While some cancer cells can be transcriptionally primed to behave as tolerant, it has been shown that other cells can survive in the presence of the treatment by entering a dormancy state. Cellular barcoding experiments in NSCLC lines suggest that this process is randomly induced by EGFR/MEK inhibitors, which enable some cells to adopt a reversible senescence program and escape death [11]. From this residual pool of cells, resistant populations can arise through either genetic or non-genetic events. Mechanistically, NSCLC quiescent cells display upregulation of the YAP/TEAD pathway, which represses the pro-apoptotic factor BMF through interaction with the EMT transcription factor SLUG and thereby blocks apoptosis [11]. Consistent with this model, pharmacological inhibition of YAP/TEAD can deplete the reservoir of persister cells, resulting in an enhanced NSCLC response to EGFR/MEK [11] and anaplastic lymphoma kinase (ALK) [48] inhibitors. Of note, activation of the YAP/TEAD pathway can also compensate the loss of another dominant oncogene, KRAS, and promote survival in the absence of MAPK activation in different types of addicted tumor cells, including those derived from colon, lung and pancreatic cancer [49,50].

The recent advances in single-cell transcriptomics provide a new means to investigate how tumors acquire resistance to targeted therapy. In a recent study using melanoma PDXs, the group of J.C. Marine revealed that, during the minimal residual disease phase induced by treatment with BRAF/MEK inhibitors, distinct drug tolerant transcriptional states coexist. These different subpopulations showed spatial heterogeneity within tumors, as well as a marked variability between samples derived from distinct patients. In addition to the previously described AXL-positive and MITF-positive cells, the authors also identified a distinct population displaying a neural crest stem cell (NCSC) gene signature. Computational analysis revealed a gene regulatory network in which the retinoid X receptor-γ (RXRG) constitutes a critical node. To confirm the role of this transcription factor in the induction of a tolerant phenotype, they co-treated melanoma PDXs with a combination of BRAF/MEK inhibitors and an RXR antagonist, which resulted in a decrease in the levels of NSCLC markers and a delay in the acquisition of resistance [51]. The identification of a population of tolerant cancer cells displaying a NCSC transcriptional profile is consistent with the general notion that cancer stem cells respond poorly to treatment. The mechanistic basis for this low sensitivity could be related to the fact that cancer stem cells often express high levels of transporters that can mediate the efflux of drugs. Moreover, cancer stem cells can rely on alternative pathways for their maintenance, making them less addicted than other cancer cells to the driving oncogene targeted by the therapy [52].

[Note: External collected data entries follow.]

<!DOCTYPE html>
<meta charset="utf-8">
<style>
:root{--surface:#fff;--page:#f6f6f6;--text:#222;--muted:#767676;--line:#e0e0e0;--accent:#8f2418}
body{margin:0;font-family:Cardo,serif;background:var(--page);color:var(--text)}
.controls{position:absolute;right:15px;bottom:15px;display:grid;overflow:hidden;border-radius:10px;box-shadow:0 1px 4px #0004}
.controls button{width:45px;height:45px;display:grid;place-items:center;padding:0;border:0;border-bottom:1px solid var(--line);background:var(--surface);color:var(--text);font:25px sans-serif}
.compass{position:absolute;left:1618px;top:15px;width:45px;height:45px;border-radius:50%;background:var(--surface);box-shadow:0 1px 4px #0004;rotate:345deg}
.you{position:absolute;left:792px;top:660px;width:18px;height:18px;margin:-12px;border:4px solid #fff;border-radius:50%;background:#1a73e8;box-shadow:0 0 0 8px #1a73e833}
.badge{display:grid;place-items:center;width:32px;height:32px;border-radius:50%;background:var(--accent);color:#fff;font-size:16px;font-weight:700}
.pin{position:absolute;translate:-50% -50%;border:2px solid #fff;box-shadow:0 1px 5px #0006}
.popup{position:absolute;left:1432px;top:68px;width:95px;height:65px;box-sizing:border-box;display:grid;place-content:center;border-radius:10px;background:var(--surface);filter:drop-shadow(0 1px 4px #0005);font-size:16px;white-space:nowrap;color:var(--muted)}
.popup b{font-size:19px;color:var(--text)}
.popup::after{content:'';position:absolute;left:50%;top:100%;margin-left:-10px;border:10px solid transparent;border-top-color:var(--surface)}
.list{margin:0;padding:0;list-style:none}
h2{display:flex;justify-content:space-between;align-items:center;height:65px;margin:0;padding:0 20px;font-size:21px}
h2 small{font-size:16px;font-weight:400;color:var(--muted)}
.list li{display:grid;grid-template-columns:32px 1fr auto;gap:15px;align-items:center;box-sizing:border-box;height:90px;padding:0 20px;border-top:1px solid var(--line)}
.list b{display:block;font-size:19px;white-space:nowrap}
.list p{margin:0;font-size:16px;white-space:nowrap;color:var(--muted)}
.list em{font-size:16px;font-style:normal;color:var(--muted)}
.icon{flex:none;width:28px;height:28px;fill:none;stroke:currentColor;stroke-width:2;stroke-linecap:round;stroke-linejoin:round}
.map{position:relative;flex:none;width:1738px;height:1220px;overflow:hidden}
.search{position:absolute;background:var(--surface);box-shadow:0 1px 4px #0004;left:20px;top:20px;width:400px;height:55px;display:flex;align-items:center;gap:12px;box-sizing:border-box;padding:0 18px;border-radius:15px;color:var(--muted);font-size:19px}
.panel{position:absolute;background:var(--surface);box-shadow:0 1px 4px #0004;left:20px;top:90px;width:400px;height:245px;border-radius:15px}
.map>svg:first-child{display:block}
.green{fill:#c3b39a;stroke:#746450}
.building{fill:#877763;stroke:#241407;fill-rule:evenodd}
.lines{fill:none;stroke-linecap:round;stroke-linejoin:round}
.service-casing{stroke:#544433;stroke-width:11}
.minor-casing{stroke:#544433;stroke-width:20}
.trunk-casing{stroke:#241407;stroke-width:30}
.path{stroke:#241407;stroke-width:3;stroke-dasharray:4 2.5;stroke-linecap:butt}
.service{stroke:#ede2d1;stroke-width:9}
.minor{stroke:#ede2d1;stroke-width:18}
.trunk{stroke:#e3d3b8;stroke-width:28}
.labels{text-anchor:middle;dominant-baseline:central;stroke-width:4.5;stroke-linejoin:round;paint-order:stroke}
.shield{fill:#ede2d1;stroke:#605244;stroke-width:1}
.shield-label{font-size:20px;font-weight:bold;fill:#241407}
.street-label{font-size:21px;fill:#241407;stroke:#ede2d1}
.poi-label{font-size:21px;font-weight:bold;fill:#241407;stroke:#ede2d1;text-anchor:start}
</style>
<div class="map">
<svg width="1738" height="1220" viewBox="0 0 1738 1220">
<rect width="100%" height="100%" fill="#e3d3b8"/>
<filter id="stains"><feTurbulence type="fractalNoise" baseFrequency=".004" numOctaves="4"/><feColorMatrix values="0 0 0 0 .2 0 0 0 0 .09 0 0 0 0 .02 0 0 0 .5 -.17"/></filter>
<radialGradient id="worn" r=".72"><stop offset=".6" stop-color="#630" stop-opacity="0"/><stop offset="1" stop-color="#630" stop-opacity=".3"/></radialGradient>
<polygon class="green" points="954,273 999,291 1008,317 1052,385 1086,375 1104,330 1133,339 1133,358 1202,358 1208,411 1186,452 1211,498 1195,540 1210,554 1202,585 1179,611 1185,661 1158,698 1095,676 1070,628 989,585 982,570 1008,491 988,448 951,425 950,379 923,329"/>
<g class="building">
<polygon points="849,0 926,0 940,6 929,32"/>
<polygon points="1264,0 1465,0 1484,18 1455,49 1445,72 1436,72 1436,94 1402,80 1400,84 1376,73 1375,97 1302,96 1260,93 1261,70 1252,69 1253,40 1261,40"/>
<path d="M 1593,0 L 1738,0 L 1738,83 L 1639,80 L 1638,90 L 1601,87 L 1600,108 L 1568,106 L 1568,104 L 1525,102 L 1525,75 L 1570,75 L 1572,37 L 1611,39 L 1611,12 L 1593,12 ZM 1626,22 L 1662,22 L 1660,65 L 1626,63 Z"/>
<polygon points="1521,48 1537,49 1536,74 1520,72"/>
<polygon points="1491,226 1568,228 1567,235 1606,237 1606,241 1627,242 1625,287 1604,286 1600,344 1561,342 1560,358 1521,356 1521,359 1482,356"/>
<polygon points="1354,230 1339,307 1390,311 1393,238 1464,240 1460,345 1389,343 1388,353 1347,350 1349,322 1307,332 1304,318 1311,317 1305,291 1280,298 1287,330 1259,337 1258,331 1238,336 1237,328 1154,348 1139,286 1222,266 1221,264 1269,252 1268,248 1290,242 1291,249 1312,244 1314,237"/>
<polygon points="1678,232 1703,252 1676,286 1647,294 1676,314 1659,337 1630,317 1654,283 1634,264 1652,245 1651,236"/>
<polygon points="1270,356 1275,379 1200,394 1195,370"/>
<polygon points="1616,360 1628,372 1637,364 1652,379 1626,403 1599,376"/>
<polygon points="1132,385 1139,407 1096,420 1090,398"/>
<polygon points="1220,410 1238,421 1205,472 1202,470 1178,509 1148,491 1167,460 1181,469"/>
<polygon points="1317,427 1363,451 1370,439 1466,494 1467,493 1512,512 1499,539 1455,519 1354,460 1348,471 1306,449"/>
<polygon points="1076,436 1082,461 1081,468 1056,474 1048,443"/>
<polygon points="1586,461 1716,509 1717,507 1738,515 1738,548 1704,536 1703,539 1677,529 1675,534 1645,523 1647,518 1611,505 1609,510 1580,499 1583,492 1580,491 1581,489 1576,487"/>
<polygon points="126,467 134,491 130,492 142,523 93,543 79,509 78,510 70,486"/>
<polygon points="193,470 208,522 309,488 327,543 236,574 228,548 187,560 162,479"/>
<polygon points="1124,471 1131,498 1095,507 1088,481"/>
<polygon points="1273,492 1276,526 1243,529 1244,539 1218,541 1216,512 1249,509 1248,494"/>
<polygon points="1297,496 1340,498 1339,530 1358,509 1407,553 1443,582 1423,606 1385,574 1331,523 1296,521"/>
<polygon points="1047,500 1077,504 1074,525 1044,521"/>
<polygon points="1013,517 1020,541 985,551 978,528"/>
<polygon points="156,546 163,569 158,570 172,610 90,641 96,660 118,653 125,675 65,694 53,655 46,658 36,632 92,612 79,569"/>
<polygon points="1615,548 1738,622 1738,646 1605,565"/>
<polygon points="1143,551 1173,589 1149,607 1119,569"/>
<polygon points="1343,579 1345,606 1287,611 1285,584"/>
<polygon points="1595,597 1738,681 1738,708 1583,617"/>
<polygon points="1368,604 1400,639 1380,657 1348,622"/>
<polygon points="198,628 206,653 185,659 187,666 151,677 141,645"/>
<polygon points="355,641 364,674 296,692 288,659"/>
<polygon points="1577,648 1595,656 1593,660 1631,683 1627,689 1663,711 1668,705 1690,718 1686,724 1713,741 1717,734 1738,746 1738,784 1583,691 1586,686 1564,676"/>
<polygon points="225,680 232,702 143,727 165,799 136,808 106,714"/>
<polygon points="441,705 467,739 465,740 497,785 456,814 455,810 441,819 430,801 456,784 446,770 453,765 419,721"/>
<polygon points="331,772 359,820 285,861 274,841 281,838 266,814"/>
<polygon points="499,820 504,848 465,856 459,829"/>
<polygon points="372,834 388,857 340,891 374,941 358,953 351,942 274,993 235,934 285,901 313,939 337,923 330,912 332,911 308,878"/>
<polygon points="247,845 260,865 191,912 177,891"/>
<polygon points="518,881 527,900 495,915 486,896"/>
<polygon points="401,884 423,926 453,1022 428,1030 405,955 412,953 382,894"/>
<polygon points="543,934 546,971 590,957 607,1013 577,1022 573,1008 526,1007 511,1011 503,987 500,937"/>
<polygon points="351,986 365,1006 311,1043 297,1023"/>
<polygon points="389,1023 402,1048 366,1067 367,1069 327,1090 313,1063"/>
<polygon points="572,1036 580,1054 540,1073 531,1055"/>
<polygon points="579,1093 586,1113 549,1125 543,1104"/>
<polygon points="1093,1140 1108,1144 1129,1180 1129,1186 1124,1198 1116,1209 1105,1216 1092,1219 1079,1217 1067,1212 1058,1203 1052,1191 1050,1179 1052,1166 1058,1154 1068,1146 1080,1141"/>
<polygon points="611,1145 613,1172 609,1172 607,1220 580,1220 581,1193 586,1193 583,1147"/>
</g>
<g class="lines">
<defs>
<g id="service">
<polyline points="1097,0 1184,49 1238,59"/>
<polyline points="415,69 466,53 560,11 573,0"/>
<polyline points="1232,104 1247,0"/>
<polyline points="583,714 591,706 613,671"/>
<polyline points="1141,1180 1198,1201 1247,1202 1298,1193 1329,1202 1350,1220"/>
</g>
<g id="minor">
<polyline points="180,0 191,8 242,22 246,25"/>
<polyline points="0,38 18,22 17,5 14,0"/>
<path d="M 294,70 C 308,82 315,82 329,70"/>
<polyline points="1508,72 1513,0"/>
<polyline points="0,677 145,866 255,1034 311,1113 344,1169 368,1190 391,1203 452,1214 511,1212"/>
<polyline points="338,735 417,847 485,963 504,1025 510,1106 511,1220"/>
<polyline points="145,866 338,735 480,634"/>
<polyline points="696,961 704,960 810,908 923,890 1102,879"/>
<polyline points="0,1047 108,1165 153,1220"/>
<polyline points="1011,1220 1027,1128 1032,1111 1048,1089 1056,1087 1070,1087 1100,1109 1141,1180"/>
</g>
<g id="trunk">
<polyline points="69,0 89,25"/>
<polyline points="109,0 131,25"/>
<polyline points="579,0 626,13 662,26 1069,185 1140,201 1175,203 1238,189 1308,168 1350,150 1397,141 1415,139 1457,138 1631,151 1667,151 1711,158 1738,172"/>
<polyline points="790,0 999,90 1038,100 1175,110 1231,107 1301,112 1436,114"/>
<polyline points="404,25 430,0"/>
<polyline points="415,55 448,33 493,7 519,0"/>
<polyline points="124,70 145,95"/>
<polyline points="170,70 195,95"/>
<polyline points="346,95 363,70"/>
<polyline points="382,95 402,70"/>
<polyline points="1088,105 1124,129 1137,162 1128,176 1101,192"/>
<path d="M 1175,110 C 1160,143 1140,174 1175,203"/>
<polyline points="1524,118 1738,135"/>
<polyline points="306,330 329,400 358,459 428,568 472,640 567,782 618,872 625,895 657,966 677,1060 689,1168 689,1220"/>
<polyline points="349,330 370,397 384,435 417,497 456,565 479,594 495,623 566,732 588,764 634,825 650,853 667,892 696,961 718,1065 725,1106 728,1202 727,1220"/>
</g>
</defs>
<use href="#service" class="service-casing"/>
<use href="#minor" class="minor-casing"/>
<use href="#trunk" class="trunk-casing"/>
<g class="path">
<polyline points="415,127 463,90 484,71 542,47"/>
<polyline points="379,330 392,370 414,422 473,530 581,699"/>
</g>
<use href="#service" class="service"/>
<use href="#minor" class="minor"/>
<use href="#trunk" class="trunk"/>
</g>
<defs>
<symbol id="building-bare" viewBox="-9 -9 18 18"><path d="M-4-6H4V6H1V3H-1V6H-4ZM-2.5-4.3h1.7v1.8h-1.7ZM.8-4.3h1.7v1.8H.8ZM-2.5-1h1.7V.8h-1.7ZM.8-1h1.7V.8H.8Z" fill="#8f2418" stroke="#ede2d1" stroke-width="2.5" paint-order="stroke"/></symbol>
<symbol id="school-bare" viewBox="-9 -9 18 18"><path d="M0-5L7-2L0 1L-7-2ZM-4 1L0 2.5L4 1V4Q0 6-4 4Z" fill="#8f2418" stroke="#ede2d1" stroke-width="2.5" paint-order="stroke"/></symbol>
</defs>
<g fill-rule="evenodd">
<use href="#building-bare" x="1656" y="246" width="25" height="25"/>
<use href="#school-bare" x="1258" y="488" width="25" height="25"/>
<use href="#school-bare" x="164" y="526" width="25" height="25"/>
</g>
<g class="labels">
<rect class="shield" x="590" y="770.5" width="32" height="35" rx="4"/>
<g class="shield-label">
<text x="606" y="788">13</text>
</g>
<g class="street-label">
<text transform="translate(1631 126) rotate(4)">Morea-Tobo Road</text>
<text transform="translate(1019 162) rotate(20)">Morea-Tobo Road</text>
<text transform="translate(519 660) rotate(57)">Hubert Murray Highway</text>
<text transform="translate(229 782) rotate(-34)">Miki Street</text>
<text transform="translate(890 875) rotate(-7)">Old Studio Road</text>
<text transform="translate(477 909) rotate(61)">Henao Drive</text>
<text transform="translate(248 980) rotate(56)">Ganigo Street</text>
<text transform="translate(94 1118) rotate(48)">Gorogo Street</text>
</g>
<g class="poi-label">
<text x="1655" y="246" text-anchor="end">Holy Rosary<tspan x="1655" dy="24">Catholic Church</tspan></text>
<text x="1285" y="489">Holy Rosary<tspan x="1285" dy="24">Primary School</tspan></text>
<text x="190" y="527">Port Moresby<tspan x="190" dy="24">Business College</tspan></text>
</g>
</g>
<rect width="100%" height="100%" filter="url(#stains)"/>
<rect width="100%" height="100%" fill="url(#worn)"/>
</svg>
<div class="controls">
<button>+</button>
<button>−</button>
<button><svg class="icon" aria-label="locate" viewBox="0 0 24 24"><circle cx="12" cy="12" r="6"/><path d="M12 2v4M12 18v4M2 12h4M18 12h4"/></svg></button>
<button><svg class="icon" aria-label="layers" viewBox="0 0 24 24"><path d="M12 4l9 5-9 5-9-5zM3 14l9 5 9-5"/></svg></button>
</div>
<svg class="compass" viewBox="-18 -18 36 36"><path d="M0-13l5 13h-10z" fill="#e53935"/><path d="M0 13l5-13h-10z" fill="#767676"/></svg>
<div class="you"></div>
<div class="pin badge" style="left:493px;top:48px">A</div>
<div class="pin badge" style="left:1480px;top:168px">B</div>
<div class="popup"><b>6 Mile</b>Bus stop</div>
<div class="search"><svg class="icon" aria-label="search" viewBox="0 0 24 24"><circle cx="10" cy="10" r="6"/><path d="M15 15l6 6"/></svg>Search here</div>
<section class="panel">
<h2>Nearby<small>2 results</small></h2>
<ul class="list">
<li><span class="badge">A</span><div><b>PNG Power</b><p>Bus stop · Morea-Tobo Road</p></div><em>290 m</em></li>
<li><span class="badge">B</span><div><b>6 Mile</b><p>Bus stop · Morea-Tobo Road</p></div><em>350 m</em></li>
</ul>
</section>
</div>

As described above, targeted therapies can provoke, through different mechanisms, phenotypic changes that are ultimately responsible for tumor relapse. An extreme example of this type of plasticity is represented by the histologic transformation toward a small cell neuroendocrine (SCN) phenotype observed in NSCLC and prostate cancer treated with EGFR inhibitors [53,54] or hormone therapy [55], respectively. While genetic events are probably necessary for this type of trans-differentiation, they are not sufficient and they are accompanied by a transcriptional reprogramming induced by non-genetic mechanisms [56,57]. In a recent study, a SCN gene expression signature based on epigenomic modifications was identified across different types of cancer and associated with resistance to therapy. Of note, solid cancer cells displaying the SCN signature showed drug vulnerabilities similar to those observed in hematological malignancies, which could provide a potential strategy for therapy [58].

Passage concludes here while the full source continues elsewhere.